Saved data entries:
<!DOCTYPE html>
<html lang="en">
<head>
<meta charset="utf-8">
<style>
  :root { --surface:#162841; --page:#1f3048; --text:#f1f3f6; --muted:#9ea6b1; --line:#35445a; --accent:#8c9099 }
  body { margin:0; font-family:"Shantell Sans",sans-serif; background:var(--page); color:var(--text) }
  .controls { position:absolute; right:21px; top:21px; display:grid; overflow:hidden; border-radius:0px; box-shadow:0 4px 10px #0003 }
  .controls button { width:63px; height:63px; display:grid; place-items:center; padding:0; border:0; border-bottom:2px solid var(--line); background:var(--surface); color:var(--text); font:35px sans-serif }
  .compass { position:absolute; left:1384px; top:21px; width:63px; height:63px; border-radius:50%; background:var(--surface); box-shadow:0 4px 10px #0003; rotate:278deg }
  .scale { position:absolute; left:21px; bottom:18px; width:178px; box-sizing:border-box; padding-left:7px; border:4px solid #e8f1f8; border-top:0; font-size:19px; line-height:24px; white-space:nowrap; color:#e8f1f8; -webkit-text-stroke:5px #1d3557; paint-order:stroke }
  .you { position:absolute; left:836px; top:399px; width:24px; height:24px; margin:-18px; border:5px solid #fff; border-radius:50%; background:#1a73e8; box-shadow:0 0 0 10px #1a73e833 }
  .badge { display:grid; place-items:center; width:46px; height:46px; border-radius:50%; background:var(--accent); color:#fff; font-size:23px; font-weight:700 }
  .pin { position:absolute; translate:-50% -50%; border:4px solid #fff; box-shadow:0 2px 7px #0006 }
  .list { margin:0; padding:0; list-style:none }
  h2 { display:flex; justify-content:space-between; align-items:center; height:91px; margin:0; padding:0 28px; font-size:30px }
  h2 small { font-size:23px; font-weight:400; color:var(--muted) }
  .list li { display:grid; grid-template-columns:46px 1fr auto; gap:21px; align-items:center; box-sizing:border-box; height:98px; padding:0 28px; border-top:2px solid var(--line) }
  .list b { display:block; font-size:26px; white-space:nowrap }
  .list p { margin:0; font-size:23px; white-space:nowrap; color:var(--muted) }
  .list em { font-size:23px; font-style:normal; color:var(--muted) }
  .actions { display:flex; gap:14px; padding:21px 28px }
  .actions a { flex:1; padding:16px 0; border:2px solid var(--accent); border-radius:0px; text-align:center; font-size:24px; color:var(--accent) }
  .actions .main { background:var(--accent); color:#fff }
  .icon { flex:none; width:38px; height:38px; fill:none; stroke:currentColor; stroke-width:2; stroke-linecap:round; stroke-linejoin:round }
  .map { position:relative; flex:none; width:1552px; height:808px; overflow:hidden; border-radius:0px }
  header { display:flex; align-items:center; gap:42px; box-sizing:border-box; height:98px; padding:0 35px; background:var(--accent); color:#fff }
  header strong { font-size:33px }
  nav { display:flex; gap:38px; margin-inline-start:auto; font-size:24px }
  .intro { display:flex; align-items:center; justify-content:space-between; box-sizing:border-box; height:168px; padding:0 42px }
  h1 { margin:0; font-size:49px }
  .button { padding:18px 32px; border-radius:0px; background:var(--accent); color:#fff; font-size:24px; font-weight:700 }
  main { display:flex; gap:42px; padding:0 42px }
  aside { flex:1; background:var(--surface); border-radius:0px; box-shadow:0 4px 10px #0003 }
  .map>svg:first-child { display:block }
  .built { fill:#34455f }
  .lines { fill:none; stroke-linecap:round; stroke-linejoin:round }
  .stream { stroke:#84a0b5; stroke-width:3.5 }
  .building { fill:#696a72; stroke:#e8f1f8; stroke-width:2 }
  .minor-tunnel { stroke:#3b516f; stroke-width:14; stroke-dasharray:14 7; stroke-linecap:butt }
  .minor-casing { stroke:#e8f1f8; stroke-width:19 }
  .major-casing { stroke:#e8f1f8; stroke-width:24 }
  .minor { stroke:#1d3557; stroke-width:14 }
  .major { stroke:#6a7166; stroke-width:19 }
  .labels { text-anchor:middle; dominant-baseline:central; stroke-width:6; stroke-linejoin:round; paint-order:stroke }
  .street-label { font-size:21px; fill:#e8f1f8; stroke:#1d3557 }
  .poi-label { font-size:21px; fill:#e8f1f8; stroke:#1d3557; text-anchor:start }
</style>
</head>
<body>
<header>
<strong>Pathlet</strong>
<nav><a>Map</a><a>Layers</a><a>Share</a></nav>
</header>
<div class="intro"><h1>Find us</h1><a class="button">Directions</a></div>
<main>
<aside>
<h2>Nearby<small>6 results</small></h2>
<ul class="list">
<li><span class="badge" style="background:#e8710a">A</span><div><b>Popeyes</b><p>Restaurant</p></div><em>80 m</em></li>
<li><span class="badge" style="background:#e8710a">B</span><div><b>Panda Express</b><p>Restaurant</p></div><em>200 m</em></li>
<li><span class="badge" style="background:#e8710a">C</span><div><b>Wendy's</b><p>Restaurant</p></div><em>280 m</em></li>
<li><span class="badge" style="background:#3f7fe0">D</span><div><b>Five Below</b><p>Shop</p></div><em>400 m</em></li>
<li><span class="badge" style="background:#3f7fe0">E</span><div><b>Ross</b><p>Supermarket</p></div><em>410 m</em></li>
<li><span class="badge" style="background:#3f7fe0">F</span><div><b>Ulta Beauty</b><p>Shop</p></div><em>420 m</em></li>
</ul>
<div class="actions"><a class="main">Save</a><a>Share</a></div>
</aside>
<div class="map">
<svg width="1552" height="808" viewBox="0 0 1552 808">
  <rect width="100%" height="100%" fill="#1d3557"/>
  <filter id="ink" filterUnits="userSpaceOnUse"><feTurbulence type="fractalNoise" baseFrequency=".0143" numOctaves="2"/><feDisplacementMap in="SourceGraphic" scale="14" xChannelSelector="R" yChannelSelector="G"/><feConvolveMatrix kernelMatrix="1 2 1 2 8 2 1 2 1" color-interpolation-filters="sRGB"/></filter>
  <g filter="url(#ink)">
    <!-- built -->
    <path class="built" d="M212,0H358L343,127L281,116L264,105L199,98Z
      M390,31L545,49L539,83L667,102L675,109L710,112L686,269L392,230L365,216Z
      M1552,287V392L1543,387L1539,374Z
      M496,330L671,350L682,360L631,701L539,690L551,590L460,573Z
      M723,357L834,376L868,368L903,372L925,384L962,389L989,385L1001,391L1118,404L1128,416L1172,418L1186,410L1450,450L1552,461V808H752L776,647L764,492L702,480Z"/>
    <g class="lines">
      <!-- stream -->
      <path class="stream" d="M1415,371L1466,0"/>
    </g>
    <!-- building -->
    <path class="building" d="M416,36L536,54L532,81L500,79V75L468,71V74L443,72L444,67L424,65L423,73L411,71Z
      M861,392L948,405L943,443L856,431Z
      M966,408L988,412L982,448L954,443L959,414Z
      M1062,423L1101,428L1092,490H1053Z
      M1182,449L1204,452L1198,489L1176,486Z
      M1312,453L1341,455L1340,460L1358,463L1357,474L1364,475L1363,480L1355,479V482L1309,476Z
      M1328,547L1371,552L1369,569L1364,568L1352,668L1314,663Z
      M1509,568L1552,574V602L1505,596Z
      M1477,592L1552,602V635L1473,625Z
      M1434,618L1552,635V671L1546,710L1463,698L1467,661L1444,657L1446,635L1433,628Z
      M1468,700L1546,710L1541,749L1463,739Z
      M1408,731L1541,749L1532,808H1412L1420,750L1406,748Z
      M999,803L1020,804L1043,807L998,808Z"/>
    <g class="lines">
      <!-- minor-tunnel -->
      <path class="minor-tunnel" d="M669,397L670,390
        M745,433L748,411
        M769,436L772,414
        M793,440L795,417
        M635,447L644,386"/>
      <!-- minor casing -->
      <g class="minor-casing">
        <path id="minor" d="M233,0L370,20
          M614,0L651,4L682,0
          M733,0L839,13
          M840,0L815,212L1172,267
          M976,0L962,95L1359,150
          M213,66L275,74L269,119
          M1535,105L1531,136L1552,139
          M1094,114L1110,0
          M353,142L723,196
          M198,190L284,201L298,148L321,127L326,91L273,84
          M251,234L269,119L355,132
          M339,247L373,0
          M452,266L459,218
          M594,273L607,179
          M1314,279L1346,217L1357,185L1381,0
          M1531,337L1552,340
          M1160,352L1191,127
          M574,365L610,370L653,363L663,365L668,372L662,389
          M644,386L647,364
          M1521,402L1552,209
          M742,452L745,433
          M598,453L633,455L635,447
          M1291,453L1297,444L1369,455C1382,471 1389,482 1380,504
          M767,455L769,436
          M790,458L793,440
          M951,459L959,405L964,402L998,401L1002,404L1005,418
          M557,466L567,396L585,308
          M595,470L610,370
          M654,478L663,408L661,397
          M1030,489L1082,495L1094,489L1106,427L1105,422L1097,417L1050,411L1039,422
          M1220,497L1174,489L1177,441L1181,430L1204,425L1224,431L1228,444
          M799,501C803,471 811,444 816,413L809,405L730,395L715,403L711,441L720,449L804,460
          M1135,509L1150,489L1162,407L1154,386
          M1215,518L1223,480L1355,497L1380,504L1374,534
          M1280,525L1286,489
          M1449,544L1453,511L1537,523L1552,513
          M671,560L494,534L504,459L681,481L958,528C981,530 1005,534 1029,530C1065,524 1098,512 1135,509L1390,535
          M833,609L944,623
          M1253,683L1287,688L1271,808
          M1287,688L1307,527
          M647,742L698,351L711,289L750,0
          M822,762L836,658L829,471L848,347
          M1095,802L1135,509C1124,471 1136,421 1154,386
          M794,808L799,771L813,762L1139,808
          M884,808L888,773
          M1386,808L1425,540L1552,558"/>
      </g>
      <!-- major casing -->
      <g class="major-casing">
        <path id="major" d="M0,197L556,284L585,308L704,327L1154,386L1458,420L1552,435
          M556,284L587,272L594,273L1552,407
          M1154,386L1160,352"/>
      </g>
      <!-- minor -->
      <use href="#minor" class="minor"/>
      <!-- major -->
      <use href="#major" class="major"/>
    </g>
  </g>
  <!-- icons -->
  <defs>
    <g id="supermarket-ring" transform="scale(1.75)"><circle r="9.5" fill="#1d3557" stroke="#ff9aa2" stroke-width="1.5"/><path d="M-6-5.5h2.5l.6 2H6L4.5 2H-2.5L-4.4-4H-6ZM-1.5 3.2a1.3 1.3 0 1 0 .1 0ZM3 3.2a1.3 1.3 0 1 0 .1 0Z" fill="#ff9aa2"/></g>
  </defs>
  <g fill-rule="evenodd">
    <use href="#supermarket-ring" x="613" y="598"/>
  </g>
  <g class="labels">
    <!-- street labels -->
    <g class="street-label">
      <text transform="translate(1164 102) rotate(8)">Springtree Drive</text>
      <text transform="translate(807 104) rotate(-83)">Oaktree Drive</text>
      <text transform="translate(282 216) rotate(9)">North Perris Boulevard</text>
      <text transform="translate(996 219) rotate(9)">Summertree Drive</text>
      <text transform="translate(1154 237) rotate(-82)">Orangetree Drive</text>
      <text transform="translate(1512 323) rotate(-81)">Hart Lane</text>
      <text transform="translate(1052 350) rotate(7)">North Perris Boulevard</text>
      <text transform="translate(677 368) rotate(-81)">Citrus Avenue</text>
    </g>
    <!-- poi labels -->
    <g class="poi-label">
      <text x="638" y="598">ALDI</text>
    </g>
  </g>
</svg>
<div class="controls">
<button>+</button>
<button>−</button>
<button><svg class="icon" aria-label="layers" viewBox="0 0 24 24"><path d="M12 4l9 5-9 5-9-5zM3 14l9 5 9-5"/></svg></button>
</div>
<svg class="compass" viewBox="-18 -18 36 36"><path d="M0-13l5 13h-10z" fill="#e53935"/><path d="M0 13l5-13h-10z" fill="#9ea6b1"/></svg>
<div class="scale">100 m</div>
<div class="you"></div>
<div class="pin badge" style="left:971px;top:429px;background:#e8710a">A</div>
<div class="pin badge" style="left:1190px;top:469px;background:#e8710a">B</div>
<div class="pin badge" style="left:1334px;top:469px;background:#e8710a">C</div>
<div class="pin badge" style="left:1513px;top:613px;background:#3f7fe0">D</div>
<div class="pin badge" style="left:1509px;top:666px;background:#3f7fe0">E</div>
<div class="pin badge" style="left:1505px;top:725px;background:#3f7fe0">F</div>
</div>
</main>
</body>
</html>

What to do ▸ Your job is to print exactly the lines that run from the top of the entries through the line with "display:flex; gap:14px; padding:21px", and no others.

Result below ▸
<!DOCTYPE html>
<html lang="en">
<head>
<meta charset="utf-8">
<style>
  :root { --surface:#162841; --page:#1f3048; --text:#f1f3f6; --muted:#9ea6b1; --line:#35445a; --accent:#8c9099 }
  body { margin:0; font-family:"Shantell Sans",sans-serif; background:var(--page); color:var(--text) }
  .controls { position:absolute; right:21px; top:21px; display:grid; overflow:hidden; border-radius:0px; box-shadow:0 4px 10px #0003 }
  .controls button { width:63px; height:63px; display:grid; place-items:center; padding:0; border:0; border-bottom:2px solid var(--line); background:var(--surface); color:var(--text); font:35px sans-serif }
  .compass { position:absolute; left:1384px; top:21px; width:63px; height:63px; border-radius:50%; background:var(--surface); box-shadow:0 4px 10px #0003; rotate:278deg }
  .scale { position:absolute; left:21px; bottom:18px; width:178px; box-sizing:border-box; padding-left:7px; border:4px solid #e8f1f8; border-top:0; font-size:19px; line-height:24px; white-space:nowrap; color:#e8f1f8; -webkit-text-stroke:5px #1d3557; paint-order:stroke }
  .you { position:absolute; left:836px; top:399px; width:24px; height:24px; margin:-18px; border:5px solid #fff; border-radius:50%; background:#1a73e8; box-shadow:0 0 0 10px #1a73e833 }
  .badge { display:grid; place-items:center; width:46px; height:46px; border-radius:50%; background:var(--accent); color:#fff; font-size:23px; font-weight:700 }
  .pin { position:absolute; translate:-50% -50%; border:4px solid #fff; box-shadow:0 2px 7px #0006 }
  .list { margin:0; padding:0; list-style:none }
  h2 { display:flex; justify-content:space-between; align-items:center; height:91px; margin:0; padding:0 28px; font-size:30px }
  h2 small { font-size:23px; font-weight:400; color:var(--muted) }
  .list li { display:grid; grid-template-columns:46px 1fr auto; gap:21px; align-items:center; box-sizing:border-box; height:98px; padding:0 28px; border-top:2px solid var(--line) }
  .list b { display:block; font-size:26px; white-space:nowrap }
  .list p { margin:0; font-size:23px; white-space:nowrap; color:var(--muted) }
  .list em { font-size:23px; font-style:normal; color:var(--muted) }
  .actions { display:flex; gap:14px; padding:21px 28px }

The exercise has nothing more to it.